2002 NOI decline 18%

2009 NOI decline 39.1% which is an all time record.

The Sky is Really Falling

Today the last true defender of optimistic hotel forecasts threw in the towel and declared that year end 2009 hotel income will be 74% worse than forecasted in April.  Mark Lomanno, whom I greatly admire, is President of STR and has been the most sanguine of hotel forecasters.  In April, he predicted that revenue per available room would be down 9.8% for 2009.  Now he is predicting revenue will be down…17.1%.  For the full confession see http://www.hotelnewsnow.com/Articles.aspx?ArticleId=1487.

And for those of you hoping for some sort of recovery in 2010, Mr. “Optimist” Lomanno is predicting revenue down an additional 3.7%.

Like it or not, we won’t see any improvement in our business until at least 2011. The wise will keep looking for ways to cut more expenses (the bone?), steal more business from competitors and think twice before trying to predict current hotel values.

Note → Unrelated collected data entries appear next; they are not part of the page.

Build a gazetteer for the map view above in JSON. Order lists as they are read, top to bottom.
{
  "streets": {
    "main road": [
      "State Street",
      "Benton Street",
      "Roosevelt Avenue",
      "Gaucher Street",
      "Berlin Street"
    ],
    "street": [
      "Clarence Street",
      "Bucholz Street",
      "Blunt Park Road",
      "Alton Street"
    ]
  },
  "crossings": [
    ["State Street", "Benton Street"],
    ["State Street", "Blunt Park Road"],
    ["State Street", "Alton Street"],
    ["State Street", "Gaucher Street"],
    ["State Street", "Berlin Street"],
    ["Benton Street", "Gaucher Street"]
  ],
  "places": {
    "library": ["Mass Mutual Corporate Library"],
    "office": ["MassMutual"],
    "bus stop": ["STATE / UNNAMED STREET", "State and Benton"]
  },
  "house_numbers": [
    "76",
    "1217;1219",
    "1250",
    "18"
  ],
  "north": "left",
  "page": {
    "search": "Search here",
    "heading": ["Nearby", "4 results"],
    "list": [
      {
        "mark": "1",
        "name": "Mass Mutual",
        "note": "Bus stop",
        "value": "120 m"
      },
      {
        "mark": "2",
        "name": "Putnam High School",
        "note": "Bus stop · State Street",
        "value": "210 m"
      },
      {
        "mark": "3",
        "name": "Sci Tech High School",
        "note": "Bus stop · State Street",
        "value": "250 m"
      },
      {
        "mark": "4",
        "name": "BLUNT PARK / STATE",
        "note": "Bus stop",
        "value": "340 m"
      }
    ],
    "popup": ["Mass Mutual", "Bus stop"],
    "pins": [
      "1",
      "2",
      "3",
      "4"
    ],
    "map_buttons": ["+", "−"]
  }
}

Telepresence- The End of Hotels As We Know Them

Well not really.  For decades (I built the first AT&T teleconference center in Dallas in 1980 – its now a flower shop) amateurs have been predicting the end of corporate travel and death of hotels because teleconferencing will replace face to face meetings.  (Don’t they realize people like to touch and smell one another like other primates to build the trust necessary to do business? …or mate but more on that segment of the hotel business later…much later.)

 

Starwood Hotels announced it will use Tata’s TelePresence worldwide and Marriott announced a deal with AT&T (there goes the flower shop) to have teleconference centers in their key hotels… if you can’t beat ‘em join ‘em.  For the anthropological reasons mentioned above, I don’t fear any effect on hotel defaults from this development…but once they get smell-a-vision and touch-a-conference watch out.  And that will happen in our lifetime.

Michael Jackson ups RevPAR

Since his passing, I have successfully avoided watching more than five seconds of news (the time it takes to switch channels, encounter another pop eulogy and then turn off the damn thing) about a genius musician and typically neurotic child star….but fate has placed Michael Jackson in the hotel business news.  Several hotels near Neverland (please never again) booked up to 100% occupancy within 20 minutes of the announcement that his body may be displayed there.  America get a life!!!  Whether this boon keeps the hotels out of default will be a topic later.  I know you cannot wait.

Default flood gates officially declared opened!

As of today, I am officially declaring the opening of the hotel default floodgates.  Get ready for 400 days and 400 nights of the greatest deluge in hotel loan history.  In the past two weeks, I have heard of almost 100 (92 to be exact) hotel loans going into servicing because of default.  This is not too far off my prediction that 4,000 hotel loans will default (an 8% default rate on the 50,000 US hotels) in the next year.  On a typical business day that would be 16 hotels going into default or 80 a week.  (About 250 business days in a year divided into 4,000 times five days).  And not to rely on just my personal experience, today’s Wall Street Journal says that Trepp LLC says that currently 5% of securitized hotel mortgages are in default.  Did that sink in?  ALREADY, JUNE 2009, 5% of securitized hotel mortgages are in default.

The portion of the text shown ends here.